1 Introduction

1.1 The Problem

1.2 A Warning

2 The Algorithms

Prev:  Session 7

Next:  Session 9

Contents

Session 8   Mutual Exclusion

Leslie Lamport

1  Introduction

1.1  The Problem

An atomic operation is one that is executed in a single step.  Algorithm Add2FGSem of Session 7 illustrates how a lock is used to make an operation to a shared resource appear atomic—in that example, the operation of incrementing the shared variable x.  In general, a set of processes sharing a resource may each repeatedly lock and unlock the resource, doing other things in between.

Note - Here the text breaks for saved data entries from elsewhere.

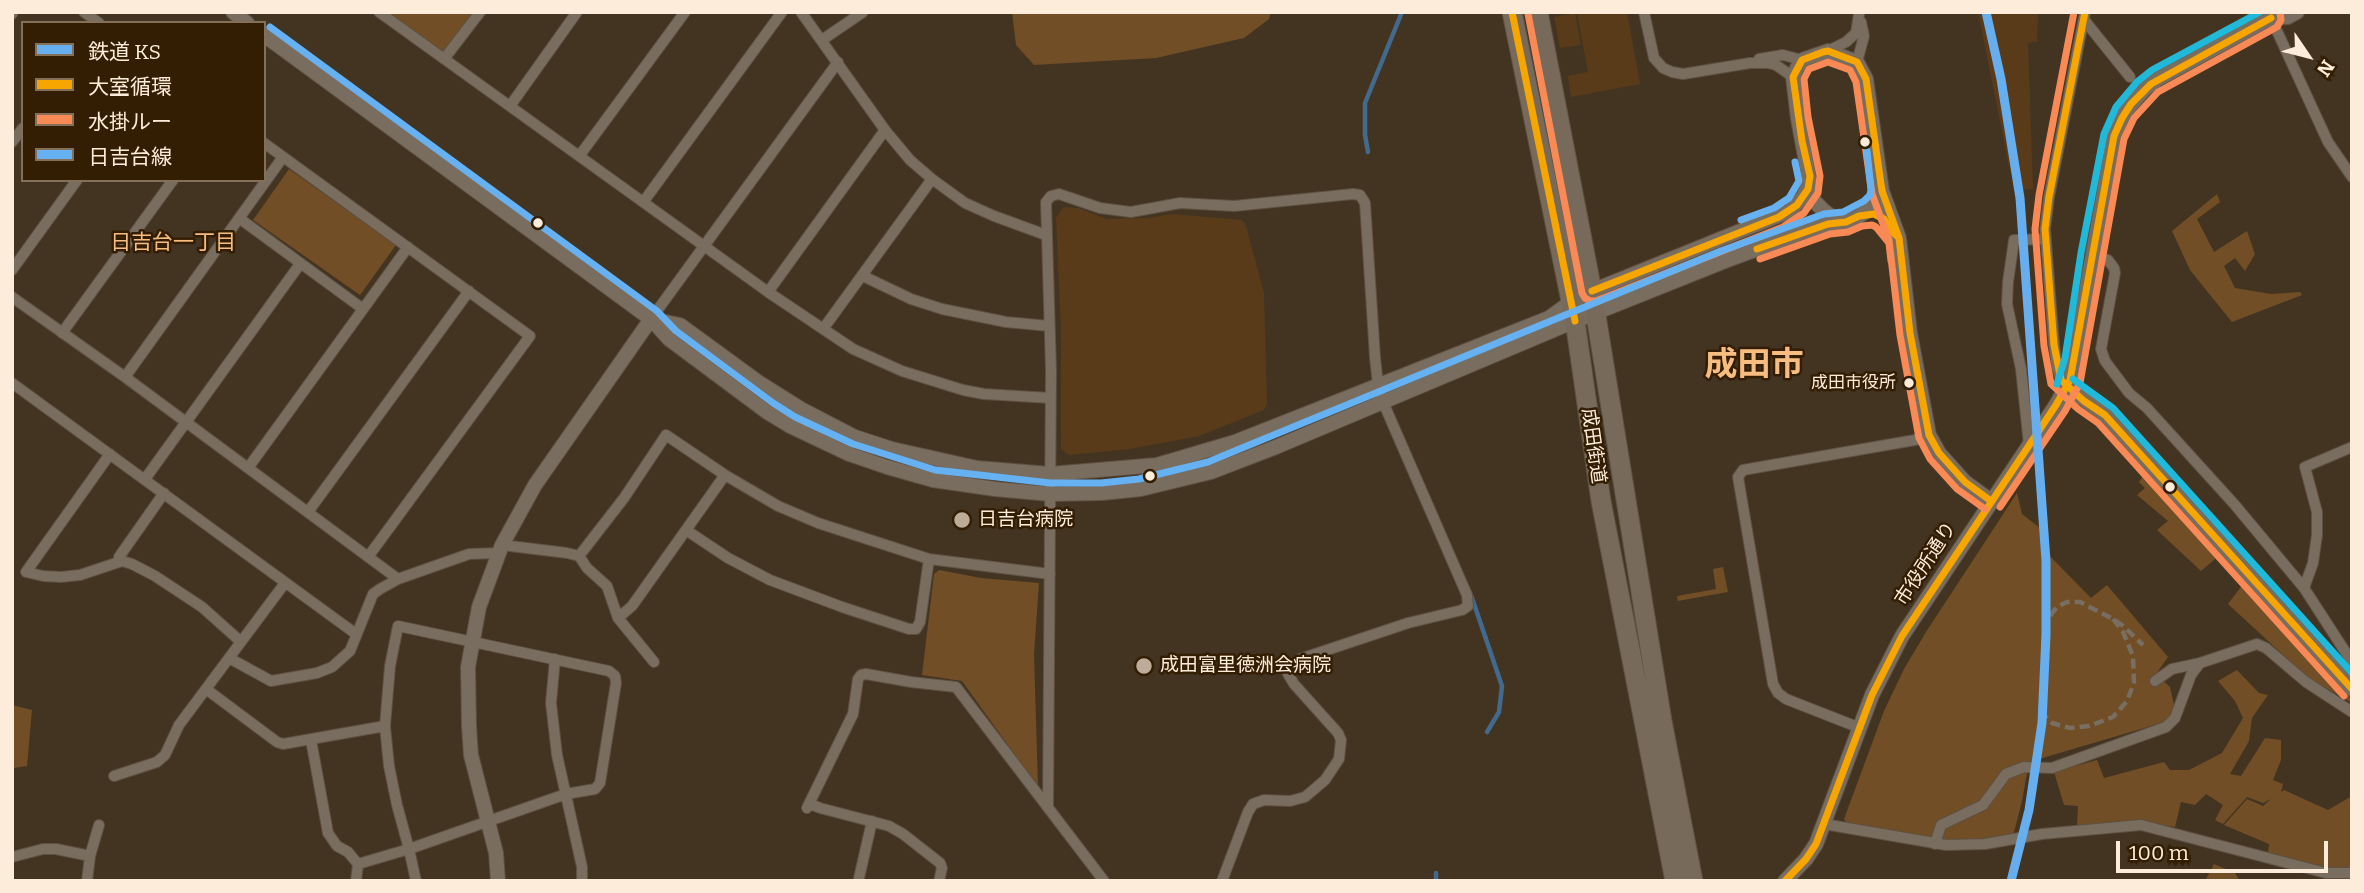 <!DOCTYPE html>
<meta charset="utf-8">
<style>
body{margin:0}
#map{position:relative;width:2364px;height:893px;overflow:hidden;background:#433422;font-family:Bitter,"Noto Sans JP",serif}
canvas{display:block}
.frame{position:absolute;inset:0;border:14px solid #feecda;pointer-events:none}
.legend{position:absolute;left:21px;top:21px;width:245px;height:161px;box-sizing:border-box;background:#331d03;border:2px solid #847059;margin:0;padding:9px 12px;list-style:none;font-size:21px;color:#feecda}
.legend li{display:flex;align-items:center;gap:14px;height:35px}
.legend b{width:35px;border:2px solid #847059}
.north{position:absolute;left:2273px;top:21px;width:70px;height:70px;-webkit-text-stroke:5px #331d03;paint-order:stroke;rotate:125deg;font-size:19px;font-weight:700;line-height:28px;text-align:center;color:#feecda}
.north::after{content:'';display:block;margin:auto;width:24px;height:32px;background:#feecda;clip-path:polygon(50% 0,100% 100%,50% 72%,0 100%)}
.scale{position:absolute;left:2116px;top:841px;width:212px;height:32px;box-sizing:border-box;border:4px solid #feecda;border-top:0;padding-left:9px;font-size:21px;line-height:24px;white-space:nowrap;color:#feecda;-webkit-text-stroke:5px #331d03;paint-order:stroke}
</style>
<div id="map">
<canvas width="2364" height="893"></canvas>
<div class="frame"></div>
<ul class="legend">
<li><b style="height:9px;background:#66aeee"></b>鉄道 KS</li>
<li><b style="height:9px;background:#f7a600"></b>大室循環</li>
<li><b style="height:9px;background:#f98a56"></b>水掛ルー</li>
<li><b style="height:9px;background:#66b1f2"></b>日吉台線</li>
</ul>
<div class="north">N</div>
<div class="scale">100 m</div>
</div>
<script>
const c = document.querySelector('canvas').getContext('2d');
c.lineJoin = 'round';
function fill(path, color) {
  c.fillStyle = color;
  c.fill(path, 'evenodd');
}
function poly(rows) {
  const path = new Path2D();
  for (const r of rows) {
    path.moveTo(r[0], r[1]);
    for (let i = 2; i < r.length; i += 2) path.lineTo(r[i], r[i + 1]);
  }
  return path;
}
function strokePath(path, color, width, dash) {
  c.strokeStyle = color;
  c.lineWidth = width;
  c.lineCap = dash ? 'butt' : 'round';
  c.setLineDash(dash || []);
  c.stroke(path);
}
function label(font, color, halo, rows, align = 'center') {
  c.font = font + ' Bitter,"Noto Sans JP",serif';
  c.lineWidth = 5;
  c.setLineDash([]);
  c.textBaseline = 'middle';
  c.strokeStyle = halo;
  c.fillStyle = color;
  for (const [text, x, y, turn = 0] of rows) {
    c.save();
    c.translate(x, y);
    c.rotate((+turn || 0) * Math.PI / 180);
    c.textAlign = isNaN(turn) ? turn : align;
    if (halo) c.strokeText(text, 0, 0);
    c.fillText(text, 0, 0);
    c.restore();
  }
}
const built = poly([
 [1627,12,1640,84,1571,97,1568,76,1588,72,1577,13],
 [1978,12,2038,12,2037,42,2028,43,2033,189,2014,191],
 [1575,13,1581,45,1560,48,1554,17],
 [1064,207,1078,208,1107,219,1148,218,1172,214,1242,220,1246,226,1264,293,1267,404,1264,410,1199,436,1130,449,1069,455,1061,449,1061,329,1056,218]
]);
const green = poly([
 [378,12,473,12,444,52,434,53],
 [1012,12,1271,12,1269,19,1244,38,1156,58,1034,65,1016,45],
 [289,169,396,245,360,295,253,220],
 [2217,194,2220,202,2197,219,2214,252,2247,231,2255,254,2245,271,2235,258,2224,266,2235,288,2271,294,2300,292,2302,295,2232,322,2190,270,2172,231],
 [2145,473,2221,554,2201,571,2157,530,2168,521,2137,495,2145,488,2139,482],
 [2017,493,2022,514,2040,528,2042,548,2091,598,2107,585,2168,657,2156,674,2170,687,2174,705,2168,721,2029,762,2022,801,2013,836,1978,841,1946,841,1846,822,1844,819,1884,711,1904,669,1926,632],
 [1723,567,1728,592,1678,601,1677,596,1716,589,1713,569],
 [939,570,981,578,1039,583,1034,654,1038,787,962,681,922,675,934,574],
 [2246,580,2352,699,2352,703,2307,677,2228,604],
 [2237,670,2259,693,2268,695,2252,718,2249,741,2230,774,2241,776,2265,738,2281,740,2281,760,2273,780,2283,784,2281,792,2284,790,2328,810,2352,796,2352,869,2339,871,2268,853,2269,844,2224,825,2247,799,2263,806,2271,799,2263,803,2247,797,2223,824,2215,820,2223,805,2206,794,2195,805,2181,802,2175,827,2141,822,2077,828,2078,806,2064,805,2054,772,2097,760,2104,778,2164,762,2170,770,2189,770,2222,753,2243,718,2235,701,2218,681],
 [12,705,32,710,27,766,14,768,12,767],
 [2214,864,2235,873,2240,881,2205,881]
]);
const stream = poly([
 [1368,152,1365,135,1365,103,1402,12],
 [1471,595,1502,686,1499,712,1487,732],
 [1436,873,1436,881]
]);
const minor = poly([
 [84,12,99,23],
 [379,12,768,292,853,349,902,371,963,390,984,394,1050,398],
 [801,12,885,130,910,160,932,179,965,203,994,216,1046,235],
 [1644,12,1654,58,1663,68,1672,72,1683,74,1750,63,1768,63,1776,65,1793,77],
 [12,14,13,12],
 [2271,18,2328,142,2352,177],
 [2085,21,2130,77],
 [822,40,863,12],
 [1828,51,1846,42,1856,33,1859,14],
 [444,59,480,12],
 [1759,59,1783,55,1802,60],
 [1857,62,1864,36,1861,22],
 [510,106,577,12],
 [12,142,23,128],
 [264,143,530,336,368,557],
 [580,155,685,12],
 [644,201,782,12],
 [239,218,363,309],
 [2091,255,2108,260,2114,268,2115,273,2101,349,2105,361,2129,393,2147,408,2235,505,2304,588,2352,662],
 [12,270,77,180],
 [863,276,911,299,942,309,1006,322,1049,326],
 [768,292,885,130],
 [12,297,125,377,398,579],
 [651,319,838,62],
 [823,329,932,179],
 [62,333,173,180],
 [125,377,283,157],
 [12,383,356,634],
 [2067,387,2061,380,2057,368,2054,345,2045,229,2049,197,2085,12],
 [2029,445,2021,369,2007,304,2008,282,2014,240,2046,239],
 [110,454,26,572,43,576,61,577,80,575,122,561,132,564,155,576,202,607,240,641],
 [248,468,408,247],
 [145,479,300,264],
 [308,512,469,291],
 [686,530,728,558,770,580,842,607,909,629,916,629,920,622,929,559],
 [502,545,567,553,579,556,587,568,607,586,618,618,654,662],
 [579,556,624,498,666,435,725,475,778,506,818,523,929,559,1050,574],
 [122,561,119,557,164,493],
 [2304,588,2313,563,2317,535,2317,512,2305,467,2352,447],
 [618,618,632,606,725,475],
 [229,658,271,681,317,673,332,667,350,651,373,594,380,589,398,579,469,554,498,553],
 [555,659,551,703,557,755,582,867,582,881],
 [2155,681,2172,669,2200,663],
 [206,689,277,742,283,744,385,726],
 [1860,728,1786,699,1778,693,1773,684,1738,477,1743,470,1915,440,1929,435],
 [311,740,328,833,337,846,348,852,358,864,356,881],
 [114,776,157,762,165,755,179,725,285,583],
 [810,804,820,808,889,826,903,834,940,863,942,868,939,881],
 [807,808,853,714,858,679,861,675,866,674,911,682,956,687,1104,881],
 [1048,808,1051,370,1046,202,1051,196,1059,194,1100,208,1131,212,1180,203,1234,206,1353,194,1360,195,1365,203,1375,357,1378,385,1383,402,1467,595,1468,606,1462,610,1408,623,1300,659,1291,666,1288,674,1294,684,1338,733,1341,740,1339,759,1325,780,1305,797,1290,801,1264,800,1253,804,1248,812,1222,881],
 [1824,824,1946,845,1985,844,2042,834,2141,825,2326,873,2352,873],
 [1935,844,1941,825,1983,805,2006,774,2024,767,2052,768,2166,727,2175,718,2191,675,2200,663,2257,644,2266,648,2306,682,2352,712],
 [12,857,43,849,56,849,90,856],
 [358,864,409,849,566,794,595,789,600,783,616,683,615,676,609,671,398,626,390,666,385,726,389,766,397,805,409,849,416,881],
 [859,878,872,821],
 [87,881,90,856,99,825]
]);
const tertiary = poly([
 [233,12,247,23],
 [264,35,651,319,669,339,767,412,790,426,849,454,887,467,933,480,995,489,1050,494,1102,493,1141,489,1211,472,1276,447,1575,321,1725,261,1801,233,1828,224,1846,222,1859,216,1874,206,1882,191,1866,79,1857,62,1828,51,1802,60,1797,68,1793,77,1798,119,1810,183,1803,197,1790,211,1592,291,1571,302,1549,318,1235,442,1157,465,1050,474,977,468,892,449,855,437,801,409,758,382,680,325,651,319],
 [1808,189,1815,202,1823,210,1832,217,1845,221],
 [1882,191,1899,238,1910,333,1929,435,1939,453,1965,482,1991,501],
 [2067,387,2105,415,2352,689],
 [498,881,496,853,471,755,469,726,468,667,479,607,502,545,535,485,651,319],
 [1785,881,1806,859,1816,844,1872,695,1902,636,2056,405,2070,380,2114,136,2125,112,2144,90,2158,79,2271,18,2288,17,2297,12]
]);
const trunk = poly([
 [1512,12,1575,321,1601,501,1675,881],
 [1538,12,1592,291,1662,721,1693,881]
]);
const rail = poly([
 [2113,619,2123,632,2133,656,2134,683,2127,701,2113,717,2089,726,2070,728,2052,723,2045,716,2042,701,2044,630,2052,613,2057,607,2067,602,2080,602,2113,619,2122,625,2143,645]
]);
const bus1 = poly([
 [1512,12,1575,321],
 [2085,12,2049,197,2045,229,2054,345,2061,380,2084,401,2105,415,2352,689],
 [1757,249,1828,224,1846,222,1859,216,1874,214,1884,219,1890,230,1899,238],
 [1592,291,1779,217,1797,205,1808,189,1810,176,1802,141,1793,77,1802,60,1823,52,1828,51,1857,62,1866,79,1882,191,1899,238,1910,333,1929,435,1939,453,1965,482,1991,501],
 [1785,881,1806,859,1816,844,1872,695,1902,636,2056,405,2070,380,2114,136,2122,118,2131,104,2151,84,2271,18]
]);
const bus2 = poly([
 [2074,12,2039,195,2035,229,2044,346,2051,384,2078,409,2098,423,2344,696],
 [1528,14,1582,293,1585,298,1590,301,1596,301,1783,227,1804,213,1818,193,1820,176,1808,117,1804,79,1809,69,1828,62,1850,70,1856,82,1872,194,1889,240,1900,335,1919,438,1930,459,1957,489,1985,509],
 [1760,259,1830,234,1848,232,1862,226,1872,225,1876,227,1889,243,1891,261],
 [2000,507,2065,411,2080,383,2124,139,2134,118,2158,92,2277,27,2281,20,2280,12]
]);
const bus3 = poly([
 [270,27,657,311,676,331,773,403,795,417,853,444,935,470,1050,483,1101,483,1139,479,1208,462,1721,251,1824,214,1843,212,1864,201,1870,195,1871,190,1867,151],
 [1741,220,1774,208,1789,198,1799,181,1795,162]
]);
const bus4 = poly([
 [2073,379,2113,408,2352,673],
 [2057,384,2065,358,2081,253,2104,134,2116,107,2137,82,2152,70,2260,12]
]);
const rail1 = poly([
 [1986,12,2001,79,2020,198,2046,561,2046,635,2042,723,2029,810,2011,881]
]);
const markers = [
 [1865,142,6,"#feecda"],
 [538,223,6,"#feecda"],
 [1909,383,6,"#feecda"],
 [1150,476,6,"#feecda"],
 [2170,487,6,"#feecda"],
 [962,520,9,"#bdac9a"],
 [1144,666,9,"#bdac9a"]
];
const busNames = [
 ["成田市役所",1896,383]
];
const streetNames = [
 ["成田街道",1593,446,82],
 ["市役所通り",1926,564,-57]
];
const poiNames = [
 ["日吉台病院",978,520],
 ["成田富里徳洲会病院",1160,666]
];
const neighbourhoodNames = [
 ["日吉台一丁目",173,243]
];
const townNames = [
 ["成田市",1754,366]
];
fill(built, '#593b19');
fill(green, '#714e26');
strokePath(stream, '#416a8e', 4.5);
strokePath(minor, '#5e5142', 12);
strokePath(tertiary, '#5e5142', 16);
strokePath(trunk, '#5e5142', 21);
strokePath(minor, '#796d60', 10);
strokePath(tertiary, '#796d60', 14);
strokePath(trunk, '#786a5a', 19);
strokePath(rail, '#796e62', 4.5, [10, 5]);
strokePath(bus1, '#f7a600', 7);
strokePath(bus2, '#f98a56', 7);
strokePath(bus3, '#66b1f2', 7);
strokePath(bus4, '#20b9da', 7);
strokePath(rail1, '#66aeee', 9);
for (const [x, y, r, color] of markers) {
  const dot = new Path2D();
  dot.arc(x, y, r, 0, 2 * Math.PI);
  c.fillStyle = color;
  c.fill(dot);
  strokePath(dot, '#331d03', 2.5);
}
label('17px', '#feecda', '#331d03', busNames, 'right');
label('19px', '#feecda', '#331d03', streetNames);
label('19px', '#feecda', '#331d03', poiNames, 'left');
label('21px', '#f7bd80', '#331d03', neighbourhoodNames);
label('bold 33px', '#f7bd80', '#331d03', townNames);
</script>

These days, computers have special instructions for implementing atomic lock and unlock steps.  However, when programmers started writing multiprocess algorithms, the only operation to shared data that computers could execute as a single step was reading or writing a word of memory.  There was no obvious implementation of the lock step in algorithm Add2FGSem, which both reads and modifies the semaphore.  Locks had to be programmed using only atomic reads and atomic writes to data that could be stored in a single word of memory.

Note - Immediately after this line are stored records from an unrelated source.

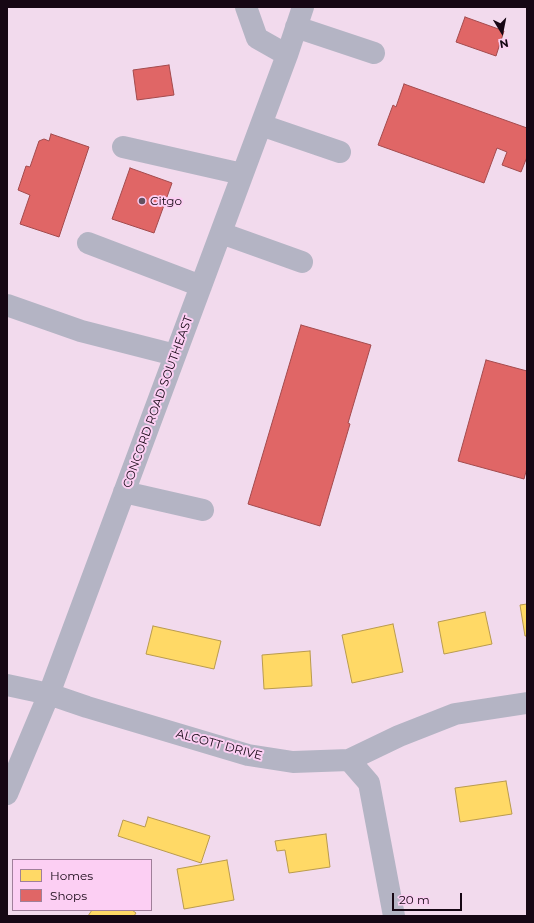 <!DOCTYPE html>
<html>
<head>
<meta charset="utf-8">
<style>
  body { margin:0 }
  #map { position:relative; width:534px; height:923px; overflow:hidden; background:#f2daed; font-family:Montserrat,sans-serif }
  canvas { display:block }
  .frame { position:absolute; inset:0; border:8px solid #160714; pointer-events:none }
  .legend { position:absolute; left:12px; top:859px; width:140px; height:52px; box-sizing:border-box; background:#fccff3; border:1px solid #a07f9a; margin:0; padding:5px 7px; list-style:none; font-size:12px; color:#160714 }
  .legend li { display:flex; align-items:center; gap:8px; height:20px }
  .legend b { width:20px; border:1px solid #a07f9a }
  .north { position:absolute; left:482px; top:12px; width:40px; height:40px; -webkit-text-stroke:3px #fccff3; paint-order:stroke; rotate:170deg; font-size:11px; font-weight:700; line-height:16px; text-align:center; color:#160714 }
  .north::after { content:''; display:block; margin:auto; width:14px; height:18px; background:#160714; clip-path:polygon(50% 0,100% 100%,50% 72%,0 100%) }
  .scale { position:absolute; left:392px; top:893px; width:70px; height:18px; box-sizing:border-box; border:2px solid #160714; border-top:0; padding-left:5px; font-size:12px; line-height:14px; white-space:nowrap; color:#160714; -webkit-text-stroke:3px #fccff3; paint-order:stroke }
</style>
</head>
<body>
<div id="map">
<canvas width="534" height="923"></canvas>
<div class="frame"></div>
<ul class="legend">
<li><b style="height:11px;background:#ffd966"></b>Homes</li>
<li><b style="height:11px;background:#e06666"></b>Shops</li>
</ul>
<div class="north">N</div>
<div class="scale">20 m</div>
</div>
<script>
const c = document.querySelector('canvas').getContext('2d');
c.lineJoin = 'round';
function fillPath(path, color) {
  c.fillStyle = color;
  c.fill(path, 'evenodd');
}
function toPath(rows) {
  const path = new Path2D();
  for (const r of rows) {
    path.moveTo(r[0], r[1]);
    for (let i = 2; i < r.length; i += 2) path.lineTo(r[i], r[i + 1]);
  }
  return path;
}
function trace(path, color, width, dash) {
  c.strokeStyle = color;
  c.lineWidth = width;
  c.lineCap = dash ? 'butt' : 'round';
  c.setLineDash(dash || []);
  c.stroke(path);
}
function drawText(font, color, halo, rows, align = 'center') {
  c.font = font + ' Montserrat,sans-serif';
  c.lineWidth = 4;
  c.setLineDash([]);
  c.textBaseline = 'middle';
  c.strokeStyle = halo;
  c.fillStyle = color;
  for (const [text, x, y, turn = 0] of rows) {
    c.save();
    c.translate(x, y);
    c.rotate((+turn || 0) * Math.PI / 180);
    c.textAlign = isNaN(turn) ? turn : align;
    if (halo) c.strokeText(text, 0, 0);
    c.fillText(text, 0, 0);
    c.restore();
  }
}
const homes = toPath([
  [527,604,527,636,525,636,520,605,527,604],
  [485,612,492,644,444,654,438,622,485,612],
  [393,624,403,672,352,683,342,635,393,624],
  [153,626,221,641,214,669,146,654,153,626],
  [310,651,312,686,264,689,262,655,310,651],
  [506,781,512,814,460,822,455,788,506,781],
  [148,817,210,836,201,863,118,836,123,820,145,827,148,817],
  [326,834,330,867,289,873,285,850,277,851,275,841,326,834],
  [227,860,234,900,184,909,177,869,227,860],
  [92,910,132,910,136,913,134,916,88,916,92,910]
]);
fillPath(homes, '#ffd966');
trace(homes, '#b99a4d', 1);
const shops = toPath([
  [465,17,504,31,496,56,456,42,465,17],
  [169,65,174,95,137,100,133,70,169,65],
  [404,84,527,128,527,157,521,172,502,165,507,152,497,148,484,183,378,145,393,105,396,107,404,84],
  [51,134,89,147,59,237,20,224,30,195,18,190,26,166,30,167,39,141,44,139,49,141,51,134],
  [130,168,172,183,154,233,112,219,130,168],
  [301,325,371,345,348,423,350,424,320,526,248,504,301,325],
  [486,360,527,371,527,468,524,479,458,461,486,360]
]);
fillPath(shops, '#e06666');
trace(shops, '#a34a4d', 1);
trace(toPath([
  [246,7,257,38,287,55],
  [296,27,374,53],
  [261,125,340,152],
  [123,147,242,174],
  [221,233,302,262],
  [88,243,201,286],
  [7,305,81,331,175,355],
  [124,492,203,510],
  [7,685,49,694,87,707,248,755,293,762,349,760,399,736,455,714,527,703],
  [349,760,369,783,394,916],
  [7,794,49,694,287,55,303,7]
]), '#b4b4c4', 22);
for (const [x, y, r, color] of [
  [142,201,4,"#635160"]
]) {
  const dot = new Path2D();
  dot.arc(x, y, r, 0, 2 * Math.PI);
  c.fillStyle = color;
  c.fill(dot);
  trace(dot, '#fccff3', 1.5);
}
drawText('12px', '#160714', '#fccff3', [
  ["Citgo",150,201]
], 'left');
drawText('12px', '#160714', '#fccff3', [
  ["CONCORD ROAD SOUTHEAST",158,402,-70],
  ["ALCOTT DRIVE",219,745,15]
]);
</script>
</body>
</html>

The problem of implementing a lock with only atomic read and write operations was introduced and solved by the Dutch computer scientist Edsger W. Dijkstra in 1965, in a seminal paper that began the study of concurrent computing.  Instead of using the metaphor of locks, he called the part of a process's code in which the resource is locked the critical section.  He used the term noncritical section for the rest of the process's code—the part other than the critical section and the code used for locking and unlocking.  Instead of locking, he wrote of entering the critical section.  He described the requirement that at most one process can hold the lock as that of mutually exclusive access to the critical section.  Ever since, the problem of implementing a lock has been called the mutual exclusion problem.  A lock is also sometimes called a mutex.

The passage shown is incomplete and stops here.